Is it possible to debug a gcc-compiled program using lldb, or debug a clang-compiled program using gdb?
(Preface: I'm pretty new to C/C++ and I don't really know how debugging in native code actually works.)
Some sources say that gdb and lldb can debug any program compiled to machine code. Others say that to debug with gdb you must compile in gcc with the -g
flag. The documentation for gcc itself suggests this is optional, and that in fact if you use it, it can cause problems for debuggers other than gdb. Clang also has a -g
flag and the documentation basically just says "Generate debug information."
So are these debuggers restricted to their own toolchains (GNU and LLVM), or are they somehow independent of the compiler used?
Solution 1:
In theory you should be able to debug a GCC-built program with lldb and an LLVM-built program with gdb.

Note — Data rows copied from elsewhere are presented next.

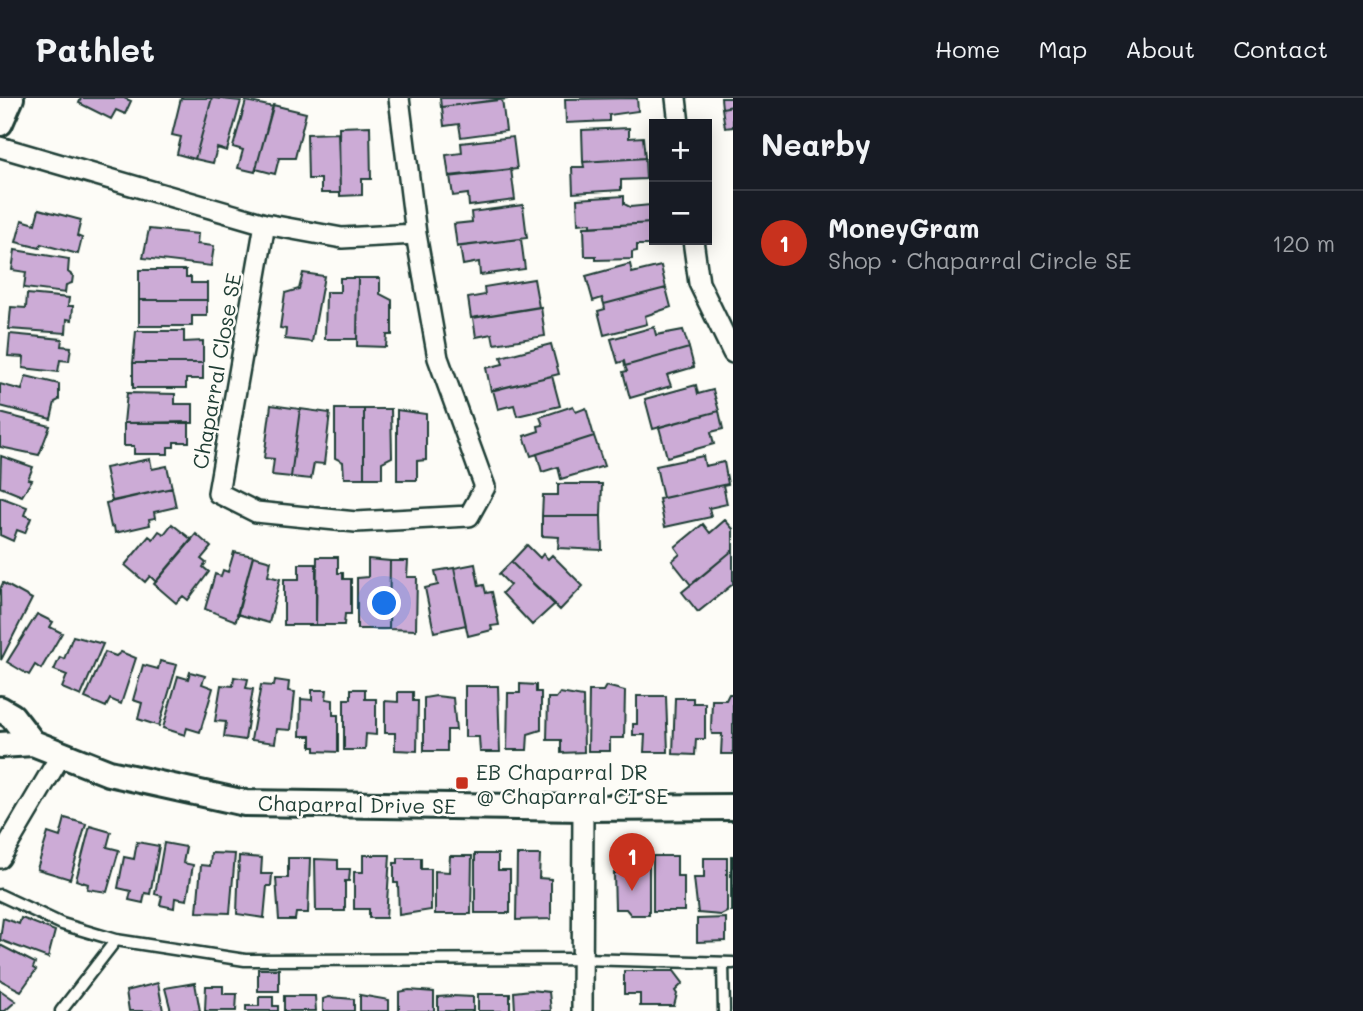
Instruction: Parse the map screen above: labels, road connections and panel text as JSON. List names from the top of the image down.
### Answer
{
  "streets": {
    "street": ["Chaparral Close SE", "Chaparral Drive SE"]
  },
  "places": {
    "transit": ["EB Chaparral DR @ Chaparral CI SE"]
  },
  "page": {
    "header": "Pathlet",
    "nav": [
      "Home",
      "Map",
      "About",
      "Contact"
    ],
    "heading": "Nearby",
    "map_buttons": ["+", "−"],
    "list": [
      {
        "mark": "1",
        "name": "MoneyGram",
        "note": "Shop · Chaparral Circle SE",
        "value": "120 m"
      }
    ],
    "pins": "1"
  }
}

In both cases you should compile with -g
.
This is because both compilers generate object files in the same format (e.g., on Linux, both will generate ELF files with DWARF debug info) and both debuggers know how to parse that format.
In practice, both compilers push some data into the debug info that only their respective debugger knows how to consume. However:
- LLVM-generated data should not hinder gdb in any way.
- GCC-generated data should not hinder lldb, but if it does you can specifically ask gcc to not add non-standard data. For example, on Linux, using
-gdwarf-2
over-g
should only generate standard-compliant DWARF.
Notice that you can also debug programs without debug info (not compiled with -g
), but you'll be limited to low-level information in the debugger - assembly code, memory and registers - and will not be able to see high level constructs such as line numbers, function names, mapping between variable names and their content, etc.